File Analyzer

It is not uncommon for data scientists to spend a significant amount of time determining properties about a data set. loginf was developed to assist in the process. It scans a file and determines:

  • column names
  • type of each column (string, int, etc)
  • number of records
  • estimate of the number of unique values in the column

loginf uses an O(N) algorithm to determine these properties. In particular the uniqueness estimate is based on an algorithm which results in an answer that is accurate to within a few percent.

Usage

We will look at a simple 3 column file called donations.csv that can be found under tutorials/etl-engine in the git repository. It records the last name, city, and amount donated to a fictional charity. In the rawest form, one can execute the following to get the full output in json format:

loginf -f donations.csv
{
  "Process Time" : 0.000,
  "Report String Encoding" : false,
  "Source Files" : 1,
  "Has BOM" : 0,
  "Bytes" : {
    "Source" : 228,
    "Count" : 205,
    "Percent" : 89.9123
  },
  "Lines" : {
    "Source" : 11,
    "Count" : 10,
    "Percent" : 90.9091
  },
  "Rows" : {
    "Count" : 10,
    "Length" : {
      "Min" : 15,
      "Max" : 31,
      "Avg" : 20.5
    }
  },
  "Columns" : {
    "Min" : 3,
    "Max" : 3,
    "Avg" : 3
  },
  "Column" : [
    {
      "Index" : 1,
      "Label" : "lastname",
      "pp-Type" : "S",
      "pp-Attr" : "",
      "pp-Name" : "lastname",
      "pp-Sample" : "Henderson",
      "Bytes" : {
        "Count" : 64,
        "Percent" : 31.2195
      },
      "Rows" : {
        "Count" : 10,
        "Percent" : 100
      },
      "Length" : {
        "Min" : 4,
        "Max" : 9,
        "Avg" : 6.4
      },
      "Unique Estimate" : 10,
      "Type-String" : {
        "Rows" : {
          "Count" : 10,
          "Percent" : 100
        },
        "Sample" : [
          "Henderson",
          "Long",
          "Alexander",
          "Bailey"
        ]
      }
    },
    {
      "Index" : 2,
      "Label" : "city",
      "pp-Type" : "S",
      "pp-Attr" : "",
      "pp-Name" : "city",
      "pp-Sample" : "Ngou",
      "Bytes" : {
        "Count" : 91,
        "Percent" : 44.3902
      },
      "Rows" : {
        "Count" : 10,
        "Percent" : 100
      },
      "Length" : {
        "Min" : 4,
        "Max" : 18,
        "Avg" : 9.1
      },
      "Unique Estimate" : 10,
      "Type-String" : {
        "Rows" : {
          "Count" : 10,
          "Percent" : 100
        },
        "Sample" : [
          "Ngou",
          "Lendangara Satu",
          "Carazinho",
          "Pedro Leopoldo"
        ],
        "Sample-Has binary" : "Oborniki Śląskie"
      }
    },
    {
      "Index" : 3,
      "Label" : "donation",
      "pp-Type" : "I",
      "pp-Attr" : "",
      "pp-Name" : "donation",
      "pp-Sample" : "26",
      "Bytes" : {
        "Count" : 20,
        "Percent" : 9.7561
      },
      "Rows" : {
        "Count" : 10,
        "Percent" : 100
      },
      "Length" : {
        "Min" : 2,
        "Max" : 2,
        "Avg" : 2
      },
      "Unique Estimate" : 9,
      "Type-Integer" : {
        "Rows" : {
          "Count" : 10,
          "Percent" : 100
        },
        "Value" : {
          "Min" : 25,
          "Max" : 50
        },
        "Sample" : [
          "26",
          "27",
          "31",
          "35"
        ]
      }
    }
  ]
}

loginf breaks down each column.
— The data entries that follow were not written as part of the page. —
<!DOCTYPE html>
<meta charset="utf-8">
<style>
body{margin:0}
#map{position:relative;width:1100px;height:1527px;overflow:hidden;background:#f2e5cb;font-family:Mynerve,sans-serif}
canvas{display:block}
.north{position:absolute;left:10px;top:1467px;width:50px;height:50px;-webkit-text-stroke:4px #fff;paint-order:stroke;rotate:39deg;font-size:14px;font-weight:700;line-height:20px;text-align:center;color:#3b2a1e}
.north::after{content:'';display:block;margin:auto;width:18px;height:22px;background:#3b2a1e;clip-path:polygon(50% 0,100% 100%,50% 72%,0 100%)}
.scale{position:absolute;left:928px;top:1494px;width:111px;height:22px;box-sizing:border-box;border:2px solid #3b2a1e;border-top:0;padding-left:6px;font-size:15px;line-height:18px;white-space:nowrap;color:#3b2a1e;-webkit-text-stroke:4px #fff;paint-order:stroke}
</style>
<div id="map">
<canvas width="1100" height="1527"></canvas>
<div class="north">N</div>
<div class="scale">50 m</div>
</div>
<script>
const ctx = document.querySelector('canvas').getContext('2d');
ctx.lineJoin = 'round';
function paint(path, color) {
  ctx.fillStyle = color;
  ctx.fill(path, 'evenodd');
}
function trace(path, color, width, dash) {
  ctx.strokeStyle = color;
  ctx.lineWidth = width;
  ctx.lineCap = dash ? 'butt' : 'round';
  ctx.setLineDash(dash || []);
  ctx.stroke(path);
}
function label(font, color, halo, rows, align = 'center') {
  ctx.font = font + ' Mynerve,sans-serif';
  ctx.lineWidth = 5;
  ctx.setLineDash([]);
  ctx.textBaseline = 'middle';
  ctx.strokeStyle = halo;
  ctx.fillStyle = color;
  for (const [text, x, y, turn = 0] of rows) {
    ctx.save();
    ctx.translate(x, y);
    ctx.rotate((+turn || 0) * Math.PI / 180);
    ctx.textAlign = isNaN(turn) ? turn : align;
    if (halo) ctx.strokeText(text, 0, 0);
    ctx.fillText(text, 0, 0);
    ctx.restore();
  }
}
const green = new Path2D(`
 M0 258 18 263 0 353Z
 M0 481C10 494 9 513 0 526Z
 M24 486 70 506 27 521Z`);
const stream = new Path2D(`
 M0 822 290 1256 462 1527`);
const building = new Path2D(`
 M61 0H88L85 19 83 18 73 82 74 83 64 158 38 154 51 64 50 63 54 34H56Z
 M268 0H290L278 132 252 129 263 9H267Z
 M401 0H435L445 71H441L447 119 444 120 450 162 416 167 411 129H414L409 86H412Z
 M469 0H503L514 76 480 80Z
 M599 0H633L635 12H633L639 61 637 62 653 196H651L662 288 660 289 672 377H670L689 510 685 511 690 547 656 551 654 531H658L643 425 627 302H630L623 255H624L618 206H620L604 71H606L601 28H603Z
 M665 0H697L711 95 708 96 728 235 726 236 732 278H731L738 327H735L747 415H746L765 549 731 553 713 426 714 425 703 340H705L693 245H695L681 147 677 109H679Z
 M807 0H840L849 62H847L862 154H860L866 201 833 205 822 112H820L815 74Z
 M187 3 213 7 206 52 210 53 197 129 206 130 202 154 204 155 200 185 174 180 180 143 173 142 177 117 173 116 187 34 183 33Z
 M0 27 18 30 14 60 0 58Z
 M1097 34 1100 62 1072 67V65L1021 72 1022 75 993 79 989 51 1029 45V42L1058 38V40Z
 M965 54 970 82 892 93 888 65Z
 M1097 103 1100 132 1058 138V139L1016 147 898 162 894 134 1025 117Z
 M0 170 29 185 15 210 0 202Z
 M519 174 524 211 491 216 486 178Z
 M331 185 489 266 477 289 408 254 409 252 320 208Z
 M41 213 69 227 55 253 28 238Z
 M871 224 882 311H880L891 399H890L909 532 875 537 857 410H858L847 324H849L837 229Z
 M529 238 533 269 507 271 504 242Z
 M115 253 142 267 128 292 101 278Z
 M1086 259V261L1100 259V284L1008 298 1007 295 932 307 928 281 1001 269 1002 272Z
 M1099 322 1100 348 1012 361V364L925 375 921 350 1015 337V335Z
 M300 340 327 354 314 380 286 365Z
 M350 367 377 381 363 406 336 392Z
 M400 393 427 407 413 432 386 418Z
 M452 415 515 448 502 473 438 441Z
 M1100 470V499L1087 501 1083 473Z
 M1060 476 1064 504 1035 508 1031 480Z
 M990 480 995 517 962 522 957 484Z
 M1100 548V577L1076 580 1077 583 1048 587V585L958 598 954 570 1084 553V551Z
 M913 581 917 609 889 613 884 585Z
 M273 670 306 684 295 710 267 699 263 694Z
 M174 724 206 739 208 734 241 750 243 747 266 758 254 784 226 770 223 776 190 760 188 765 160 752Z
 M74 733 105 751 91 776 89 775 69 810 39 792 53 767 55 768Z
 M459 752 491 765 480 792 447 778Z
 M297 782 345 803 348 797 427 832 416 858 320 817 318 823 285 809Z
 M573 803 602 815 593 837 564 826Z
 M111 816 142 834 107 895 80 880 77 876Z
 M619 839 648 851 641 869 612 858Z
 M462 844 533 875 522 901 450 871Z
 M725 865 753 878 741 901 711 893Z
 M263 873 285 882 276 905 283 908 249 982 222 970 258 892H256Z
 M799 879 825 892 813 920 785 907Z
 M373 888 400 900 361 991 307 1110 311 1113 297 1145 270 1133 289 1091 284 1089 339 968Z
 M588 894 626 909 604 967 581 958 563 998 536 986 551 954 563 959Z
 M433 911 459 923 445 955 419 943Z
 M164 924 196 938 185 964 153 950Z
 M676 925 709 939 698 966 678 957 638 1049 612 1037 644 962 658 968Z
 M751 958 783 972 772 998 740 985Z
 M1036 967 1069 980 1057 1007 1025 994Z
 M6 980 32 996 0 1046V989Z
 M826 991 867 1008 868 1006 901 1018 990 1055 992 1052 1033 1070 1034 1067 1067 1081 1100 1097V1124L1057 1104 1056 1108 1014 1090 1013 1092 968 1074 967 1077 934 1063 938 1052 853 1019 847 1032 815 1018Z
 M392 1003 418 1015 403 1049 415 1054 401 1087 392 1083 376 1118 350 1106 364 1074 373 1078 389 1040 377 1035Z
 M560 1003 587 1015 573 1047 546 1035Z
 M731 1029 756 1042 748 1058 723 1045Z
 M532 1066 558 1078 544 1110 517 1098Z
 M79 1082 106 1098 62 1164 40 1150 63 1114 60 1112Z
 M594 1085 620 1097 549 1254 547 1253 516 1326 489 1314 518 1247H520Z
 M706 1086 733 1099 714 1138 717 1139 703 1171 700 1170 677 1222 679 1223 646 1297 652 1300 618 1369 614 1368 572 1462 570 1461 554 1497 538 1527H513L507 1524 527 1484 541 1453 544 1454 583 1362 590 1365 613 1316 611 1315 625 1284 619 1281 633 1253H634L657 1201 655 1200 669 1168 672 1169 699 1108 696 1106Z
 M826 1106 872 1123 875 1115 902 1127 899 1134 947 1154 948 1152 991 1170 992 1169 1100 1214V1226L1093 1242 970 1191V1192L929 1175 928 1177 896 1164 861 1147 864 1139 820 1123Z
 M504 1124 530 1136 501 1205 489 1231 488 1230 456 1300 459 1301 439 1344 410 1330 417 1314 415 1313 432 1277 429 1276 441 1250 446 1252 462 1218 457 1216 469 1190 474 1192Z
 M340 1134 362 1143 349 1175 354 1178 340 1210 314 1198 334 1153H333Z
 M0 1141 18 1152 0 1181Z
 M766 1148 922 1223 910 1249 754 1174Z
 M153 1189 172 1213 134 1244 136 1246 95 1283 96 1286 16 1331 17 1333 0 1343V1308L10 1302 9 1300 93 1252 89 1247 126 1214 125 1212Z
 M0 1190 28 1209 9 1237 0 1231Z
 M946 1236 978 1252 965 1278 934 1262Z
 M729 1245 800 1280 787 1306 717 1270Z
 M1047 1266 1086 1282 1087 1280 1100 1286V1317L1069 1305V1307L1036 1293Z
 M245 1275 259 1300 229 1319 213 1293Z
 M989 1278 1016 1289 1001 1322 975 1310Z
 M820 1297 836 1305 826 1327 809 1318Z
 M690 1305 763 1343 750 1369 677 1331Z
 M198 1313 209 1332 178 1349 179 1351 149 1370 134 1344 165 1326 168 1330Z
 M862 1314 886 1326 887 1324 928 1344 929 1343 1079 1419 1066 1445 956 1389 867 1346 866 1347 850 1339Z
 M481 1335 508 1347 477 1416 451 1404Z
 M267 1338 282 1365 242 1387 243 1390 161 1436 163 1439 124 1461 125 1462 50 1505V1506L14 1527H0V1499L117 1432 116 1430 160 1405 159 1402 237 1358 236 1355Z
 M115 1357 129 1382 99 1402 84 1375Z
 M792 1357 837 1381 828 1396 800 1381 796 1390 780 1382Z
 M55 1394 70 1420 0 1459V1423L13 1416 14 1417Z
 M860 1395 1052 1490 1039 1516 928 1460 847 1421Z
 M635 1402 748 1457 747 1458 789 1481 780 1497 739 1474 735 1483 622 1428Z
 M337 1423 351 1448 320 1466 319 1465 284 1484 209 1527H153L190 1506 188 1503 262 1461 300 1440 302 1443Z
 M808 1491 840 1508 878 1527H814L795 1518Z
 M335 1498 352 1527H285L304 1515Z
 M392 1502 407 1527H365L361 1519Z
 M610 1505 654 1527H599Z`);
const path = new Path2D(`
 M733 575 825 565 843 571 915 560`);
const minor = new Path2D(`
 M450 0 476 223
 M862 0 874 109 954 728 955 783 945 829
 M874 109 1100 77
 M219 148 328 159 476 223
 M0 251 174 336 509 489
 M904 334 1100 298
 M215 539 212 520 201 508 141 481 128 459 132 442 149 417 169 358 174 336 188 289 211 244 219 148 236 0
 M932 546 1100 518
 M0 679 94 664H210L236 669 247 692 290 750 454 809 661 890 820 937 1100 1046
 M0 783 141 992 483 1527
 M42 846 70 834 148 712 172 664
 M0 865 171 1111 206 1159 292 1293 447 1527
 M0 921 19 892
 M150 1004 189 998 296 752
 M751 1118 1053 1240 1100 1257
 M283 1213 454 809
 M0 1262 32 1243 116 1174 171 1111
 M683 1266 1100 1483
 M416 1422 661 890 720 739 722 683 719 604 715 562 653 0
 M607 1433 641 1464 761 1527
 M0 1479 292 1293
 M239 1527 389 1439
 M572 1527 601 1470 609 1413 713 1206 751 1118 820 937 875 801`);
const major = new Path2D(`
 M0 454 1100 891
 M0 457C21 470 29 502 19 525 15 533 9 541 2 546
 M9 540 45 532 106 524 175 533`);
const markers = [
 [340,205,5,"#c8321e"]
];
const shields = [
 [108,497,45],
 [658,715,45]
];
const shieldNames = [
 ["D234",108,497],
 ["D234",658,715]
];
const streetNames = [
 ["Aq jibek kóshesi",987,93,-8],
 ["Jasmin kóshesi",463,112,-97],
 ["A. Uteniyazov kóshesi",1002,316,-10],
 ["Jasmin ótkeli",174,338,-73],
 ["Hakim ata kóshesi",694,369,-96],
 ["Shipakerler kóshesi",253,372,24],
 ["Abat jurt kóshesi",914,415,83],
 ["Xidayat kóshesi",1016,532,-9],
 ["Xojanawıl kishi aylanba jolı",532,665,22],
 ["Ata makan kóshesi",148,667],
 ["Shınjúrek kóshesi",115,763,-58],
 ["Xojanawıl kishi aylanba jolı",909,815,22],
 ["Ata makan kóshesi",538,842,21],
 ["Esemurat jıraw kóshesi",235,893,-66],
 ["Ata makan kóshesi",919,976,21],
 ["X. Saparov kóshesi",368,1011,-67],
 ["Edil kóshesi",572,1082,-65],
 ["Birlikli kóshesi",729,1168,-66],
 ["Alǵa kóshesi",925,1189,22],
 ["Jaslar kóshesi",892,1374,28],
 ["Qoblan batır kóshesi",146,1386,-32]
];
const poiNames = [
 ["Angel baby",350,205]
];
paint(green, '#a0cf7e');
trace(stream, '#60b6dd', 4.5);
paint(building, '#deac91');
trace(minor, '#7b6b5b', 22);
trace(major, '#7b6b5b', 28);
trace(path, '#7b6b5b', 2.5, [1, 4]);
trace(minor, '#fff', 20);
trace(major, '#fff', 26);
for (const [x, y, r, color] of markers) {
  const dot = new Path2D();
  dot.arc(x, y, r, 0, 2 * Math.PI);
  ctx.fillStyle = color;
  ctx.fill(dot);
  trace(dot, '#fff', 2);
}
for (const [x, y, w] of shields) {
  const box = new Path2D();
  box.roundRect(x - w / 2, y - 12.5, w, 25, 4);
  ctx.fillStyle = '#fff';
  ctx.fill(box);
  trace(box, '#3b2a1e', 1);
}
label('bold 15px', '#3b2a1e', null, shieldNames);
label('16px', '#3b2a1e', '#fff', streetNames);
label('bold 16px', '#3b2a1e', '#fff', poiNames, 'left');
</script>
Note column three which is the numerical column. Since at first loginf does not know if there is a header line, it identifies that 1/11 entries are strings, while the other 10/11 are integers. If you know in advance how many lines to skip at the start of a file, can can use the -f, +n attribute to skip the first n lines.

This is used for determining the column specification used in other AQ commands:

loginf -f donations.csv -o_pp_col -

S:lastname
S:city
I:donation

It is extremely helpful when integrating new datasets with the AQ tools.

Other Notes

This utility also has the ability to store the output in a raw form that can be used to merge results from several files. This is most useful when an estimate of uniqueness is needed from a column in a set of log files that span a length of time. Refer to the loginf manual for the full syntax.